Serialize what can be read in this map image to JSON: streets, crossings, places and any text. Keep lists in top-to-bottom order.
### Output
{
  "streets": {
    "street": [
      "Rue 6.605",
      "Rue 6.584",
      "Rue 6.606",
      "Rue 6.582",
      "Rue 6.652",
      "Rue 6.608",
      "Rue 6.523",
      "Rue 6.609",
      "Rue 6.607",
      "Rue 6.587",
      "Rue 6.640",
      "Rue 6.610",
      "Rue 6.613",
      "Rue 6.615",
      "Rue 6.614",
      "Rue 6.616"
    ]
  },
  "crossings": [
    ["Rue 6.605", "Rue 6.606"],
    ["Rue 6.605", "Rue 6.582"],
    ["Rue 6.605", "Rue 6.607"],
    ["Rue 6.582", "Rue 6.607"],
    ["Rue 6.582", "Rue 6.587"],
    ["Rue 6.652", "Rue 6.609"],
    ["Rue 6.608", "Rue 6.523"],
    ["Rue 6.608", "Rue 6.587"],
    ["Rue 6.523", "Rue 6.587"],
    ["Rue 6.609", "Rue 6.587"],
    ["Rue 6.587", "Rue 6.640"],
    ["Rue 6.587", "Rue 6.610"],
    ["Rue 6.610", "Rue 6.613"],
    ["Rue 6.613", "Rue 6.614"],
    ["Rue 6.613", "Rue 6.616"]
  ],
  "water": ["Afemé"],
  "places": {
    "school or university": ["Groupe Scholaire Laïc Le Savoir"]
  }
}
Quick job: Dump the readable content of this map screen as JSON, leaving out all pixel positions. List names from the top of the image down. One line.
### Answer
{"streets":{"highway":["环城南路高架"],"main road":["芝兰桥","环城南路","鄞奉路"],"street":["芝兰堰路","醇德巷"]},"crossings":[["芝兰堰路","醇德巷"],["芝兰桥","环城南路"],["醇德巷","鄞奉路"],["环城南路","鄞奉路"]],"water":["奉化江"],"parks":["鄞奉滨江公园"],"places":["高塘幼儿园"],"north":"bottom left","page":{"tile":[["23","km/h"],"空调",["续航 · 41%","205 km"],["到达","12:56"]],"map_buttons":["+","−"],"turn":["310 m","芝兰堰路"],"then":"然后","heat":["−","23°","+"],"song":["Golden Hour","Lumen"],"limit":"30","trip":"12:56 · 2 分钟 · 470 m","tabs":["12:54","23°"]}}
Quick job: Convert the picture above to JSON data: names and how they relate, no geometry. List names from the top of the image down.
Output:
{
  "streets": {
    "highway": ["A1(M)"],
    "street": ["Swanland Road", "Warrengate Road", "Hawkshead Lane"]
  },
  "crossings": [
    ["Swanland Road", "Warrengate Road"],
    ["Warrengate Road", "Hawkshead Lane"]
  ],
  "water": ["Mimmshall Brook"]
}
────────────────────────────────────────
#### Task item:
Having read the entries, repeat them all exactly.

#### Result below:
Serialize what can be read in this map image to JSON: streets, crossings, places and any text. Keep lists in top-to-bottom order.
### Output
{
  "streets": {
    "street": [
      "Rue 6.605",
      "Rue 6.584",
      "Rue 6.606",
      "Rue 6.582",
      "Rue 6.652",
      "Rue 6.608",
      "Rue 6.523",
      "Rue 6.609",
      "Rue 6.607",
      "Rue 6.587",
      "Rue 6.640",
      "Rue 6.610",
      "Rue 6.613",
      "Rue 6.615",
      "Rue 6.614",
      "Rue 6.616"
    ]
  },
  "crossings": [
    ["Rue 6.605", "Rue 6.606"],
    ["Rue 6.605", "Rue 6.582"],
    ["Rue 6.605", "Rue 6.607"],
    ["Rue 6.582", "Rue 6.607"],
    ["Rue 6.582", "Rue 6.587"],
    ["Rue 6.652", "Rue 6.609"],
    ["Rue 6.608", "Rue 6.523"],
    ["Rue 6.608", "Rue 6.587"],
    ["Rue 6.523", "Rue 6.587"],
    ["Rue 6.609", "Rue 6.587"],
    ["Rue 6.587", "Rue 6.640"],
    ["Rue 6.587", "Rue 6.610"],
    ["Rue 6.610", "Rue 6.613"],
    ["Rue 6.613", "Rue 6.614"],
    ["Rue 6.613", "Rue 6.616"]
  ],
  "water": ["Afemé"],
  "places": {
    "school or university": ["Groupe Scholaire Laïc Le Savoir"]
  }
}
Quick job: Dump the readable content of this map screen as JSON, leaving out all pixel positions. List names from the top of the image down. One line.
### Answer
{"streets":{"highway":["环城南路高架"],"main road":["芝兰桥","环城南路","鄞奉路"],"street":["芝兰堰路","醇德巷"]},"crossings":[["芝兰堰路","醇德巷"],["芝兰桥","环城南路"],["醇德巷","鄞奉路"],["环城南路","鄞奉路"]],"water":["奉化江"],"parks":["鄞奉滨江公园"],"places":["高塘幼儿园"],"north":"bottom left","page":{"tile":[["23","km/h"],"空调",["续航 · 41%","205 km"],["到达","12:56"]],"map_buttons":["+","−"],"turn":["310 m","芝兰堰路"],"then":"然后","heat":["−","23°","+"],"song":["Golden Hour","Lumen"],"limit":"30","trip":"12:56 · 2 分钟 · 470 m","tabs":["12:54","23°"]}}
Quick job: Convert the picture above to JSON data: names and how they relate, no geometry. List names from the top of the image down.
Output:
{
  "streets": {
    "highway": ["A1(M)"],
    "street": ["Swanland Road", "Warrengate Road", "Hawkshead Lane"]
  },
  "crossings": [
    ["Swanland Road", "Warrengate Road"],
    ["Warrengate Road", "Hawkshead Lane"]
  ],
  "water": ["Mimmshall Brook"]
}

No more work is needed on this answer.